◆ Instructions for the task ◆
In the listing below, find the line containing "Task: Transcribe the" and the line containing "Serialize what can be read in this". Repeat exactly those two lines and every line between them.

──────── Records to process ────────

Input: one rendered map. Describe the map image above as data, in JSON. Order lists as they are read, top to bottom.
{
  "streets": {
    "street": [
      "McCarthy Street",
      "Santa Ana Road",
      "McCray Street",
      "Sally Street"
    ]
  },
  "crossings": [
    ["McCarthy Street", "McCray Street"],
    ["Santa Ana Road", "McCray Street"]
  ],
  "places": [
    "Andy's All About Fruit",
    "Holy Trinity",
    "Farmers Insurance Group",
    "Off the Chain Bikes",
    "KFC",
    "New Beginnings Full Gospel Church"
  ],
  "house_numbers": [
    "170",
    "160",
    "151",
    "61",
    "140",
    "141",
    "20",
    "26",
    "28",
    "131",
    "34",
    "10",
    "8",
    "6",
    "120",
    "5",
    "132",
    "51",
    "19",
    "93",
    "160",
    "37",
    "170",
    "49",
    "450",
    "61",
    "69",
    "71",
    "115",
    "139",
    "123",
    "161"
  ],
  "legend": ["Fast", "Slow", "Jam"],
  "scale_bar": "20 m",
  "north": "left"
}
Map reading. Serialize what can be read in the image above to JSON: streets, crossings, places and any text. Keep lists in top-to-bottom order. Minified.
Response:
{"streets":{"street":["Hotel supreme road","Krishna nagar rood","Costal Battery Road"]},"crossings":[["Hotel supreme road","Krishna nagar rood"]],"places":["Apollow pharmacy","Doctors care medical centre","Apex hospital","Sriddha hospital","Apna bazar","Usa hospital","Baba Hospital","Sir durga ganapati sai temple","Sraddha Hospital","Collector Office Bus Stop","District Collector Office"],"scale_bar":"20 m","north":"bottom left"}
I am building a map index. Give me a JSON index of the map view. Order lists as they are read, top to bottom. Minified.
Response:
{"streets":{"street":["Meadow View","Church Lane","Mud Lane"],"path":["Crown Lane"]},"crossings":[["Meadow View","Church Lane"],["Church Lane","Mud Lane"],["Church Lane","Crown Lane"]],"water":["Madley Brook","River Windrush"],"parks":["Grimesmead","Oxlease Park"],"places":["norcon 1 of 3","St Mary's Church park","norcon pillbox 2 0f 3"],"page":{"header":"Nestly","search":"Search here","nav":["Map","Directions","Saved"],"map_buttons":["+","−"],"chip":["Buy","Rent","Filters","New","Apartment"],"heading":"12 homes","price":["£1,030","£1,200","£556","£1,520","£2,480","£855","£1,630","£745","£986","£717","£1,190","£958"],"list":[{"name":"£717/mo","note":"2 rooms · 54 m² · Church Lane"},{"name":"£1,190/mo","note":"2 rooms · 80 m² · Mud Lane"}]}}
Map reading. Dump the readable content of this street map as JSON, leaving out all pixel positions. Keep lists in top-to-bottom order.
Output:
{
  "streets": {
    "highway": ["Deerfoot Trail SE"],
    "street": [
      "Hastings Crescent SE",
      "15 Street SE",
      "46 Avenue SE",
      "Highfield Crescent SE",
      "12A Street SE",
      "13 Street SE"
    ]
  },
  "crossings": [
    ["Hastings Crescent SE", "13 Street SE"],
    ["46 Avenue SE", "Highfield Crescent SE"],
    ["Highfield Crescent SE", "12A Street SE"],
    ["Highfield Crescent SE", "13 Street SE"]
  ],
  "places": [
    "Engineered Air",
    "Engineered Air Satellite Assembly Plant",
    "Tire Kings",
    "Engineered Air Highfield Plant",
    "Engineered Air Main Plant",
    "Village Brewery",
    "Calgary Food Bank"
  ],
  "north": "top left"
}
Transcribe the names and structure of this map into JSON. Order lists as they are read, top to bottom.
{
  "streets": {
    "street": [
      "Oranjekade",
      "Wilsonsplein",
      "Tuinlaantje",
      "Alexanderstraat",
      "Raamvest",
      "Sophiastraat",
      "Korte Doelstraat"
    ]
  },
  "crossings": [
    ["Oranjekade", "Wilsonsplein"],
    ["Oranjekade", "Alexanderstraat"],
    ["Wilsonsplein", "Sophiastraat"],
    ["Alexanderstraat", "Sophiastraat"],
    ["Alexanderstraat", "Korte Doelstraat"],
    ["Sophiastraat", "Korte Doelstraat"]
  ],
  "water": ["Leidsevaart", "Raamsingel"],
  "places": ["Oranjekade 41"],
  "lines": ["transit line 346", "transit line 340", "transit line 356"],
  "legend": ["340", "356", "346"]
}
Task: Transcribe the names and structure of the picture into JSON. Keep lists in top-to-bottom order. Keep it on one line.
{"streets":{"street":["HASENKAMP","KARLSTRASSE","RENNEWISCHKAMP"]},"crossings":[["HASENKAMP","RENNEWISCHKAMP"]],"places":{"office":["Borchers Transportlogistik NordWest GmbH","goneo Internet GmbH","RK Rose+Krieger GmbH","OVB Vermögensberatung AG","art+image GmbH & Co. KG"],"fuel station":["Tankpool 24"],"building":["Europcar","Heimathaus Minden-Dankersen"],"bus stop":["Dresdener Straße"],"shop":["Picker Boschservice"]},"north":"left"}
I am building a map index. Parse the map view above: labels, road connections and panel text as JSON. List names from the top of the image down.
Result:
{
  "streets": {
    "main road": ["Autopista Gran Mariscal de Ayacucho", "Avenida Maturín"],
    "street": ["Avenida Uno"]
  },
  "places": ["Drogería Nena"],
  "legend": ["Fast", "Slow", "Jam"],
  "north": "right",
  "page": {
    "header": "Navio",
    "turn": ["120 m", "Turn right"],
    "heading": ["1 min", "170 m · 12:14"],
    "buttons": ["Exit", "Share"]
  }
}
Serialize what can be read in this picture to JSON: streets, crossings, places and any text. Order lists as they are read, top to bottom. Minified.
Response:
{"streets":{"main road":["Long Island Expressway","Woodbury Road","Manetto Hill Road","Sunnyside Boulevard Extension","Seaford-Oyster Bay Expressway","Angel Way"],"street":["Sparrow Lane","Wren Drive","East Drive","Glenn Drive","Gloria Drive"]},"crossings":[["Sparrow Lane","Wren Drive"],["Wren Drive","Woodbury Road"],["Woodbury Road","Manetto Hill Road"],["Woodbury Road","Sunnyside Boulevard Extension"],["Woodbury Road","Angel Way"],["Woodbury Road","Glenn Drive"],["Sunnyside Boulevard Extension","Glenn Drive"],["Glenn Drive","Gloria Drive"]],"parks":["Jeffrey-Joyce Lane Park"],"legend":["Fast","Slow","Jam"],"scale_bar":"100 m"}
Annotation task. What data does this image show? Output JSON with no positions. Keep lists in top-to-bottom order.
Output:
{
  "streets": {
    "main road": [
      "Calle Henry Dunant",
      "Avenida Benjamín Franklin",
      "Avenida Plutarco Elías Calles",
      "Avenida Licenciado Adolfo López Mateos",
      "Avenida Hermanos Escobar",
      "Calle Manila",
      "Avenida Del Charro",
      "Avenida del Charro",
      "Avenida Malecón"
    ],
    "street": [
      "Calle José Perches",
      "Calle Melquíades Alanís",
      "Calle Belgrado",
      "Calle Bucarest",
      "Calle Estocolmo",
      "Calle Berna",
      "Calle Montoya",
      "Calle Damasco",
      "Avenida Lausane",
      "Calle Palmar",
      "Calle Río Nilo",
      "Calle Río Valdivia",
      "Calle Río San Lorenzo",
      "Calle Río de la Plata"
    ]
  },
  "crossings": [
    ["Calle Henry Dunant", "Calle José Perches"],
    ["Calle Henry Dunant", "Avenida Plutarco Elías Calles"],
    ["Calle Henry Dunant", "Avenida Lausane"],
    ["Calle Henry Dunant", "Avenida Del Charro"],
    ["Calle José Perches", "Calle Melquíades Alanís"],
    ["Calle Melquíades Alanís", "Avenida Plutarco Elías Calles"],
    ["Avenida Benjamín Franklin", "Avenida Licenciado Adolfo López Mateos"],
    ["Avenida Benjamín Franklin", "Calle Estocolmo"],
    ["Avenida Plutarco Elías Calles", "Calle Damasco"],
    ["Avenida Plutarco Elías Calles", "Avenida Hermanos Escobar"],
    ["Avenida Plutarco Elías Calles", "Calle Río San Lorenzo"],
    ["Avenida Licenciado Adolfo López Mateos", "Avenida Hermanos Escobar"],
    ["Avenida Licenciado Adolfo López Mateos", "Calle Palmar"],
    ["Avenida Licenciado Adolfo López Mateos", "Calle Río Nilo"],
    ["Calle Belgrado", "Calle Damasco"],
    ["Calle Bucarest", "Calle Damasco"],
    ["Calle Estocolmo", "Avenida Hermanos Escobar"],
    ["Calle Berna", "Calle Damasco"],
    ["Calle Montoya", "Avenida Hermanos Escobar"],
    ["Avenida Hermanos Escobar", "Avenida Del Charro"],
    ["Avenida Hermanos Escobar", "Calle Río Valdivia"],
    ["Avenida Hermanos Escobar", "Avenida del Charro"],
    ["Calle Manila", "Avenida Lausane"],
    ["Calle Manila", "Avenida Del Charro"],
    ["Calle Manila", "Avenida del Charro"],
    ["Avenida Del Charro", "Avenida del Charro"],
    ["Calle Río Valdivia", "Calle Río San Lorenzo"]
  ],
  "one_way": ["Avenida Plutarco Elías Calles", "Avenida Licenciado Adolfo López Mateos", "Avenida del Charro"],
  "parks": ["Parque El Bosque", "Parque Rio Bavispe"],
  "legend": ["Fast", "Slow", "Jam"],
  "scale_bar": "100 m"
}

────────

◆ Task answer ◆
Task: Transcribe the names and structure of the picture into JSON. Keep lists in top-to-bottom order. Keep it on one line.
{"streets":{"street":["HASENKAMP","KARLSTRASSE","RENNEWISCHKAMP"]},"crossings":[["HASENKAMP","RENNEWISCHKAMP"]],"places":{"office":["Borchers Transportlogistik NordWest GmbH","goneo Internet GmbH","RK Rose+Krieger GmbH","OVB Vermögensberatung AG","art+image GmbH & Co. KG"],"fuel station":["Tankpool 24"],"building":["Europcar","Heimathaus Minden-Dankersen"],"bus stop":["Dresdener Straße"],"shop":["Picker Boschservice"]},"north":"left"}
I am building a map index. Parse the map view above: labels, road connections and panel text as JSON. List names from the top of the image down.
Result:
{
  "streets": {
    "main road": ["Autopista Gran Mariscal de Ayacucho", "Avenida Maturín"],
    "street": ["Avenida Uno"]
  },
  "places": ["Drogería Nena"],
  "legend": ["Fast", "Slow", "Jam"],
  "north": "right",
  "page": {
    "header": "Navio",
    "turn": ["120 m", "Turn right"],
    "heading": ["1 min", "170 m · 12:14"],
    "buttons": ["Exit", "Share"]
  }
}
Serialize what can be read in this picture to JSON: streets, crossings, places and any text. Order lists as they are read, top to bottom. Minified.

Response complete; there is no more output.